According to Rife,  when he returned home from war, it was hard to readjust back into society.

"I have a lot of pride, so it was difficult for me to come into an office and say, 'Hey, I'm up all hours of the night, I feel like I'm going crazy, I wake up in the middle of the night crying'," Rife said. "It's shameful and as grown men, it's hard to admit those things."

Veteran John Knuckles served in the United States Marine Corps for four years. During that time, Knuckles said he was groomed to deal with conflict through violence.

"I was taught that from a 17-year-old kid on up," Knuckles said. "I had a problem adjusting to society and because of that, I turned to drugs and alcohol. From then, I began committing crimes to support my habits. Now I'm incarcerated today for, unfortunately and I'm remorseful for this, first-degree murder."

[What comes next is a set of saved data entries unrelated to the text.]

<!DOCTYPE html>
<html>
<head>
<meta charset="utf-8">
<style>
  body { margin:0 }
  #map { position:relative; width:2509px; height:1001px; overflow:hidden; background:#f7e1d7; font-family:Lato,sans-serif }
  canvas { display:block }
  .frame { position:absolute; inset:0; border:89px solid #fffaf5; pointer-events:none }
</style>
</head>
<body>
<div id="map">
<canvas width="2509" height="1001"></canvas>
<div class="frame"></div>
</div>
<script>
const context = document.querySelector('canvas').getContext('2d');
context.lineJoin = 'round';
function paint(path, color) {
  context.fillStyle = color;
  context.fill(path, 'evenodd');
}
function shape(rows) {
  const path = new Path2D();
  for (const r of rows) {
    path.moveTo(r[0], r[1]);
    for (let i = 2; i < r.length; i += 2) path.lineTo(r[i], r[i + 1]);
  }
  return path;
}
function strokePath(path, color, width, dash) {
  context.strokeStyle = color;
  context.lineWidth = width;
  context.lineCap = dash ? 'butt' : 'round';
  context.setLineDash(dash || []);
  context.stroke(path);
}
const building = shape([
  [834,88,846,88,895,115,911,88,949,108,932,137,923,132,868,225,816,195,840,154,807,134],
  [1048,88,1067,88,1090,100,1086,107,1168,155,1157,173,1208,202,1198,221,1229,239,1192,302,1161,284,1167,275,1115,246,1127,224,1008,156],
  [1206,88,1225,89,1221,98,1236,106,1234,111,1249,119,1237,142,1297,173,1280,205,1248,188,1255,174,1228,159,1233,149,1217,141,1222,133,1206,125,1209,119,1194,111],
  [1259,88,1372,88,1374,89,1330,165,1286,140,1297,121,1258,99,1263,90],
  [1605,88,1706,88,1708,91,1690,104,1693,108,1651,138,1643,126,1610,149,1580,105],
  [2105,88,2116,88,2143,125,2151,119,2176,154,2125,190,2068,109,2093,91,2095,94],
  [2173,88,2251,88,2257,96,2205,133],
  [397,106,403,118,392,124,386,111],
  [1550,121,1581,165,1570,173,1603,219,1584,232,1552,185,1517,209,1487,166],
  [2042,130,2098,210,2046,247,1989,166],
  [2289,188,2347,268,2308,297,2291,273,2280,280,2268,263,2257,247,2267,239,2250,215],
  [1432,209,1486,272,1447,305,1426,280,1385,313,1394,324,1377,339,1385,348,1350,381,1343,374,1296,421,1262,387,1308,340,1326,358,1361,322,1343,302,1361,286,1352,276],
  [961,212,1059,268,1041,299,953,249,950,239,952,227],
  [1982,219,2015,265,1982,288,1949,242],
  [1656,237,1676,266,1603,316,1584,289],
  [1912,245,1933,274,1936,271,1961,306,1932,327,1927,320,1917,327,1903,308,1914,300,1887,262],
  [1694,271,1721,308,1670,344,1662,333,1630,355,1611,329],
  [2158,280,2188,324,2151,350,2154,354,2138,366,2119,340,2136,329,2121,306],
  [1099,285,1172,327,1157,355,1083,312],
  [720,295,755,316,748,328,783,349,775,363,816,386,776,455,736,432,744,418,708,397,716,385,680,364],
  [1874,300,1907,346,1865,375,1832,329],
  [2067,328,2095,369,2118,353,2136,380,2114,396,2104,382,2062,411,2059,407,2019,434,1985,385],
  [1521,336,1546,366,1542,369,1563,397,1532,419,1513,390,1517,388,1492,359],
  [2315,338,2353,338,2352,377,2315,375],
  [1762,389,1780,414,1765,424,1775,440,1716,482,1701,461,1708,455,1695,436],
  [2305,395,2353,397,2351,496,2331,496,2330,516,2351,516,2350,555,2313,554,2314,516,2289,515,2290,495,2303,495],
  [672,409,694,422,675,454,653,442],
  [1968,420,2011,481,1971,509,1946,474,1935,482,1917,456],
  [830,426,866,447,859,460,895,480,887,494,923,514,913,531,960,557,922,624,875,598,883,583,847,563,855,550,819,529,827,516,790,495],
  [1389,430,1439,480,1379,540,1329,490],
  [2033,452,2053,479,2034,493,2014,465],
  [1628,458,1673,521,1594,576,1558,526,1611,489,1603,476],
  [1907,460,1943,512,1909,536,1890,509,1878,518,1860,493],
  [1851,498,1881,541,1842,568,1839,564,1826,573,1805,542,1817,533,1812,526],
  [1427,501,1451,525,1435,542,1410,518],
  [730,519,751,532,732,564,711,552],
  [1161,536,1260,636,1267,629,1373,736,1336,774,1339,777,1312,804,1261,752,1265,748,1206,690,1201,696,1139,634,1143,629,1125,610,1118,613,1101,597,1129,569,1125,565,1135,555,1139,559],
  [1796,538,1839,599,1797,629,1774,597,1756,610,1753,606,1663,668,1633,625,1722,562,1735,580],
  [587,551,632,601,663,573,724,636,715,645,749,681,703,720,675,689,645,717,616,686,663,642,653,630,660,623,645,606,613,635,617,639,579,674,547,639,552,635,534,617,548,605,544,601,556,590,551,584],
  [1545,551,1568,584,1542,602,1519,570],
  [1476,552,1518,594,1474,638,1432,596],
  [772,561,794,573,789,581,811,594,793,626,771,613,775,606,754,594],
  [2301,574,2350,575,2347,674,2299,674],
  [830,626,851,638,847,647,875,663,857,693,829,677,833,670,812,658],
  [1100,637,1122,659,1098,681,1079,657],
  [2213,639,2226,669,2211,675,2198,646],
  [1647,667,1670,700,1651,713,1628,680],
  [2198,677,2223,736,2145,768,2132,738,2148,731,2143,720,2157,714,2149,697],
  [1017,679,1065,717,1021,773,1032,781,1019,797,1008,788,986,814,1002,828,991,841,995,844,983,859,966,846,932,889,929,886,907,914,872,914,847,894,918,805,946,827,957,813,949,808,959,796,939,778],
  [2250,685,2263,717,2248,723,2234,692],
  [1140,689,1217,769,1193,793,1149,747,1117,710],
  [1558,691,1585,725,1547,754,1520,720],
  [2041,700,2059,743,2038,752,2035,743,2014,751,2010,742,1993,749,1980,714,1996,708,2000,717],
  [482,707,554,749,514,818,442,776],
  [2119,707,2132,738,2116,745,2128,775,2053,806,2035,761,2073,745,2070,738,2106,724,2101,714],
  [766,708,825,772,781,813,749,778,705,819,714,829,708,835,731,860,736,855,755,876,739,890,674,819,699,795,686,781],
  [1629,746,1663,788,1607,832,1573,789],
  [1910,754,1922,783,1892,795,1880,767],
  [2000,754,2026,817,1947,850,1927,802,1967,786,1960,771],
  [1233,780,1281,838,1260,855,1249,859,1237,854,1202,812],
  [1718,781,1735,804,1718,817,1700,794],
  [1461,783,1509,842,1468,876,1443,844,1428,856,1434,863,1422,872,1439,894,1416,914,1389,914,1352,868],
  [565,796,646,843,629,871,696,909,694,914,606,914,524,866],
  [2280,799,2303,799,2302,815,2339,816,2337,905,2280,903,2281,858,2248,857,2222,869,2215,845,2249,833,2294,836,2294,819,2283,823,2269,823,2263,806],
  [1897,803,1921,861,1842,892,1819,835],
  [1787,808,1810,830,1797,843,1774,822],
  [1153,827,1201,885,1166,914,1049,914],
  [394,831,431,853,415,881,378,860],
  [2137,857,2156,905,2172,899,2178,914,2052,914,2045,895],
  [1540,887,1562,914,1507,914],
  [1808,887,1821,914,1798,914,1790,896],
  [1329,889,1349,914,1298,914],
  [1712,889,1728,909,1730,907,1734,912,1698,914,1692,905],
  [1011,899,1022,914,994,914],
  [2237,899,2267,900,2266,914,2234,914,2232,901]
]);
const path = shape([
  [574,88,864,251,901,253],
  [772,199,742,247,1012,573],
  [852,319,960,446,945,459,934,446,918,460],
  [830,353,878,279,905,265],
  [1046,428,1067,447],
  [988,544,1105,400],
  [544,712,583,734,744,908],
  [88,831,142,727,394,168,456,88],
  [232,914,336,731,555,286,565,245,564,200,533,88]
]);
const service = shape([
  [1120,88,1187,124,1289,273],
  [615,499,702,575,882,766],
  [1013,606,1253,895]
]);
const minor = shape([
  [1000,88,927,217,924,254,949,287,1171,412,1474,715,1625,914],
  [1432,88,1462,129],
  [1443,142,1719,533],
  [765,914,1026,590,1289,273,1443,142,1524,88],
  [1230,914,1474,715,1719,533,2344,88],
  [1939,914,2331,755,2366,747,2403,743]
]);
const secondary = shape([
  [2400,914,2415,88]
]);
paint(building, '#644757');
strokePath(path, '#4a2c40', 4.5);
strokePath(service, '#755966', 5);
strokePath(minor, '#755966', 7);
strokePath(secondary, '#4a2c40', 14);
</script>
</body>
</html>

Knuckles also transferred to Graham Correctional for the program.

"If you have a disagreement with somebody, instead of losing control emotionally or getting angry, I'm learning how to resolve that issue in a healthy matter," Knuckles said. 

Shreve said the program is looking to get full-time professional counselors for the veterans. He said he hopes programs like this will start becoming available in other prisons.

"On the door of the chapel here, it says that change begins within," Shreve said. "I want them to know, we do care, we do love you and this country that you served has not turned its back on you."